Like a physical beacon, the lantern framework will help you create a glow that attracts interest, shines a light upon your topic, and casts a beam showing the path forward. Use the Lantern as a linear empathy map to gather assertions about your audience and overlay your message for the best impact.
How to use the four acts
The Lantern contains four specific and linear steps or, “acts.” You do these four things, in order, in every talk. Here are some tips on how to frame your content.
1. Engage: Pull your audience in by painting a picture that they can relate to and visualize themselves in.
- Why are they here? Did they choose to come, or were they required to attend?
- How can I make this content immediately relevant and accessible to these people?
- Why you’re speaking so they see your motives
- Something novel you’ve discovered
- Evocative points to pique their interest
2. Inform: Work to reach a common understanding by setting a baseline, then highlighting data they may not yet have.
- What do they know already?
- What’s important to them?
- What do they need to know to understand a need for change?
- Accepted common knowledge
- Points that may be of interest to them
- The problems you can see, and whether they’re simply hurdles to jump or more difficult obstacles to overcome
- Opportunities to exploit
- Constraints and drivers
3. Inspire: Illustrate potential solutions.
Link ideas and concepts to that baseline information you previously covered.
- How might I address their pains?
- How might this make their job easier?
- How might this advance their interests?
- A vision for a better future
- A well-described entry point to contribute
4. Motivate: Give your audience a reason to act
Do they know how to help?
- Enroll them in the effort
- Tell them specific ways to contribute
What do I need from them?
- What would they consider a fair exchange in return?
Spend your time wisely
Those are the acts, but what proportion of your total content should you place into each? Different message types and audiences may require that you weigh your content to suit your needs.

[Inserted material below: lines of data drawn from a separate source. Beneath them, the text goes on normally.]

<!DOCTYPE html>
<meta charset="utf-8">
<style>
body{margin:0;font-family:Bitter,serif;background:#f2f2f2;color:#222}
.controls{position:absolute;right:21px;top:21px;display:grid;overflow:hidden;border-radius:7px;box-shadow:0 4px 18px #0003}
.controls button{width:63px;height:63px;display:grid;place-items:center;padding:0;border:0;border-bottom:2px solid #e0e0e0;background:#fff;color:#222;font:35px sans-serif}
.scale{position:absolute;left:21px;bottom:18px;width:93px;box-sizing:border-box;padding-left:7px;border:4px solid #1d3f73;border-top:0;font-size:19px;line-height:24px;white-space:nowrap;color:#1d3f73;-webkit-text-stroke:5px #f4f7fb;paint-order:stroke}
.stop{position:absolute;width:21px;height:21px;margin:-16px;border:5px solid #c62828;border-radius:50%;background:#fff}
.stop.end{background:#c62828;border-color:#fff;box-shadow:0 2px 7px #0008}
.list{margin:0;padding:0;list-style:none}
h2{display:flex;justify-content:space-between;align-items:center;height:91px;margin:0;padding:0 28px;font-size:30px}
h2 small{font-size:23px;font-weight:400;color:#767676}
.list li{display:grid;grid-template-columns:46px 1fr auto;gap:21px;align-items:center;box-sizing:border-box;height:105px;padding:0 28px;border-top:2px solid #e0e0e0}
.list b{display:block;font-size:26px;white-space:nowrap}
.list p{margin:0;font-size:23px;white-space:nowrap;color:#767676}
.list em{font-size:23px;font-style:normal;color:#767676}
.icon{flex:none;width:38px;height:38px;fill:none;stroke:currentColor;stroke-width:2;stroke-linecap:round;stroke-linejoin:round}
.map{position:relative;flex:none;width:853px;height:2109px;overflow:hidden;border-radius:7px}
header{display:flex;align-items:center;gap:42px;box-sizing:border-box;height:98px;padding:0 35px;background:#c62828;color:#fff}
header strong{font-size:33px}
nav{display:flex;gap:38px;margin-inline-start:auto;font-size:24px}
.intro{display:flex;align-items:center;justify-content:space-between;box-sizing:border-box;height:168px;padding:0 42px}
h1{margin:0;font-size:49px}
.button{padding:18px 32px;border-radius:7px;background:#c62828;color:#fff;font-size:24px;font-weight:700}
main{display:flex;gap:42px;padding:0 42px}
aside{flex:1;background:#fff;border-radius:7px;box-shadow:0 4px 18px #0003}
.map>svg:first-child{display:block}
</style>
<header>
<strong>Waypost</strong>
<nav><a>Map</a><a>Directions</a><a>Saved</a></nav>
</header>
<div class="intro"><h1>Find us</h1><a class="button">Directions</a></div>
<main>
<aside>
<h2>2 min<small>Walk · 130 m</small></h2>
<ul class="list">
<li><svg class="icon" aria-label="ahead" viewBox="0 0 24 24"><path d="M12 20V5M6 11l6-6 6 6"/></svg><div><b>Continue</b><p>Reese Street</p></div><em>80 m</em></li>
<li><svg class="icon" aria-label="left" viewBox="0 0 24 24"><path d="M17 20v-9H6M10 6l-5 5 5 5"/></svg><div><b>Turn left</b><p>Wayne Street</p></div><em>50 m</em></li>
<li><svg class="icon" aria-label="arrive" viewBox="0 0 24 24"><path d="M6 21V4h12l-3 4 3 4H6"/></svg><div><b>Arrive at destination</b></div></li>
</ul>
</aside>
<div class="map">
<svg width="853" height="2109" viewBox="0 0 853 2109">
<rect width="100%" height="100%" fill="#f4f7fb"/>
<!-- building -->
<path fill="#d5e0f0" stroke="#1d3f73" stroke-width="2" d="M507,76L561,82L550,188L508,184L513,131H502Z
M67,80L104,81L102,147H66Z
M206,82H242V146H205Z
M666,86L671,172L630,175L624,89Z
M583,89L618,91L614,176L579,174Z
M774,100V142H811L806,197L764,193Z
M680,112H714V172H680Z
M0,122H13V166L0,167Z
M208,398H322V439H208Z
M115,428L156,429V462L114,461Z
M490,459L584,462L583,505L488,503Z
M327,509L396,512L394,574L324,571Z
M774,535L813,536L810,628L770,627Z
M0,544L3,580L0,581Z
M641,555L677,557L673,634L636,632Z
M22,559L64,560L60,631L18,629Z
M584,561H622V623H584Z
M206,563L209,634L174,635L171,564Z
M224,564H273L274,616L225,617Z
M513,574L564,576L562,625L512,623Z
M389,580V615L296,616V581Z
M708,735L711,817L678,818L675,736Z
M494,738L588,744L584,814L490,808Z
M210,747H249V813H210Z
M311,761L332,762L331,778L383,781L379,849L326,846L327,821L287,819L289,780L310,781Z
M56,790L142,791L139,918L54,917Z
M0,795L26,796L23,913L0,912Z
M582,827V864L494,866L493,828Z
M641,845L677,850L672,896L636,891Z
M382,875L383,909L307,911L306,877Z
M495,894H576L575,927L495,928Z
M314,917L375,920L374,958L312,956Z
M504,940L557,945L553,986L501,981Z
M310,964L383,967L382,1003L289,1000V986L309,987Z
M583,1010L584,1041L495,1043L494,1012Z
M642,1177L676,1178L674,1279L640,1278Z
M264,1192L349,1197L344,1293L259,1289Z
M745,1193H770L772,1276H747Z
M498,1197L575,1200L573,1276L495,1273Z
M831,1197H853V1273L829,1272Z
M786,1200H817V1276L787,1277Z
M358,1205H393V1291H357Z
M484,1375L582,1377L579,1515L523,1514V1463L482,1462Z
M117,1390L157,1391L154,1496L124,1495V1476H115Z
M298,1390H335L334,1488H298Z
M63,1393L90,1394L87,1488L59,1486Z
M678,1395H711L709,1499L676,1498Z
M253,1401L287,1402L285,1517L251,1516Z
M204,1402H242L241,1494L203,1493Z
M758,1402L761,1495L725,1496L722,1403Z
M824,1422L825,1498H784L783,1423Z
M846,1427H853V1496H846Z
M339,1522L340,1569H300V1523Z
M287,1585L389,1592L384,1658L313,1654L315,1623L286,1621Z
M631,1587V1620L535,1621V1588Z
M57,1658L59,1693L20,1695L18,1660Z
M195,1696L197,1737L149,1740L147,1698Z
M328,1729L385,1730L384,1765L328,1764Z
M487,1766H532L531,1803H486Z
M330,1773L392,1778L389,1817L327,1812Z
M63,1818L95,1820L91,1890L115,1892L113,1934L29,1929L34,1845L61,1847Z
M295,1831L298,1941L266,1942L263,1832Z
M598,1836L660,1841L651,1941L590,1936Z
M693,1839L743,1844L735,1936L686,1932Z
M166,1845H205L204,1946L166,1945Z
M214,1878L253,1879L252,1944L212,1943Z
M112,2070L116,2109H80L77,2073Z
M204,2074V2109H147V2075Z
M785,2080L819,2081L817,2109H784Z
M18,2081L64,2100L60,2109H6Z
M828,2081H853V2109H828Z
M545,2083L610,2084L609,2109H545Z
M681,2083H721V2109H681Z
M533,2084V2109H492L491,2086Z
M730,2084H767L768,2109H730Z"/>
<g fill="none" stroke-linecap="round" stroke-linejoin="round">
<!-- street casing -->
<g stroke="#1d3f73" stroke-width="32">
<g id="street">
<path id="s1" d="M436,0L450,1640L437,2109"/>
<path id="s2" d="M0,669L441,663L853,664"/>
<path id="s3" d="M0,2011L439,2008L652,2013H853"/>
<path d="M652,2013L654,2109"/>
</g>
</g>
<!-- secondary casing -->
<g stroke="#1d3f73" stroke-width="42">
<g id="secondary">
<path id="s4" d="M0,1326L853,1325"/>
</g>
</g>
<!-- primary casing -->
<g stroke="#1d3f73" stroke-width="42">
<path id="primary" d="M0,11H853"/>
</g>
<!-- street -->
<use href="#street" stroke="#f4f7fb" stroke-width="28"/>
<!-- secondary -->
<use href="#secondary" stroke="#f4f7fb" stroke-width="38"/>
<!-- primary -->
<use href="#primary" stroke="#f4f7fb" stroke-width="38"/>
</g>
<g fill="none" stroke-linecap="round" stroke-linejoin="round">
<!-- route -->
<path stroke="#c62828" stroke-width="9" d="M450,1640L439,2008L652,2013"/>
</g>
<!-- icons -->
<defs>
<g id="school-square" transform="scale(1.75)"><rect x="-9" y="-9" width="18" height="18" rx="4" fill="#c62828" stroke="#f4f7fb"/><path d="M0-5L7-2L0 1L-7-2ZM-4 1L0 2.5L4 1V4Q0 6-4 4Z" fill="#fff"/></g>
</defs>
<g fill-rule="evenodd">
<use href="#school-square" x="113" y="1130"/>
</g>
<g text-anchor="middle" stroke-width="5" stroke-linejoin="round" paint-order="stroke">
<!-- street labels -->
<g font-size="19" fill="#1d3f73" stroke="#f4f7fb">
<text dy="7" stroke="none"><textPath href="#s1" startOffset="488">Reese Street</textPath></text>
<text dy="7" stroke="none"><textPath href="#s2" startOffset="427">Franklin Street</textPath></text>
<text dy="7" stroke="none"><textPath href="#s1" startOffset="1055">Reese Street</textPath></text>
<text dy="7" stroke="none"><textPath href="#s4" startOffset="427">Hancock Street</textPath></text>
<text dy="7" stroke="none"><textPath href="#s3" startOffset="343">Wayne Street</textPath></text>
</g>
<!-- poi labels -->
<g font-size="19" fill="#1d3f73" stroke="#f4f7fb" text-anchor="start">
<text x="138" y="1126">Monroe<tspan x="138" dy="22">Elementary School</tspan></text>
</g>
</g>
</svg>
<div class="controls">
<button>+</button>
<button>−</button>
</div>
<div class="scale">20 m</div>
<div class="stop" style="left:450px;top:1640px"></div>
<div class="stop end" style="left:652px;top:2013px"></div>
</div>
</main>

- What are they expecting to hear? and, What are they hoping to hear?
- What do you need to tell them? and, Why is this important?
- What, if anything, are you asking from them?
Chances are strong that your theme fits a formula.
In addition to the image here, I’ve created some shapes we commonly use when conducting both presentations and collaborative meetings that can be downloaded here:
Download the Common Lantern Shapes Guide
Two tools for you
1. A workshop framework: Use as an empathy map to brainstorm how your audience will experience your topic.
- Print it out and put it up on the wall or frame it up with sticky notes
- Populate each of the phases using more sticky notes
- Group common ideas
- Rearrange content until it feels correct
2. A personal worksheet: Gather your thoughts If you don’t have the space or collaborators to work a wall.
- Compile a list of audience motivations that map to your theme
- Map your topics in response
Download the Lantern Framework & Q&A Worksheet
When you’re done, take a step back and assess your work:
- Is anything crucial missing?
- What doesn’t need to be there?
- Are my concepts connected?
- What other through threads exist and are they critical?
Move, add, and remove story elements until you have a clear storyline. Now you’re ready to start filling in the details.
Using the right tools can help, but tools don’t do the work for you. Don’t let rigidity to the tool get in your way.
One is the loneliest number. Find one or two trusted collaborators and work the wall and try things out.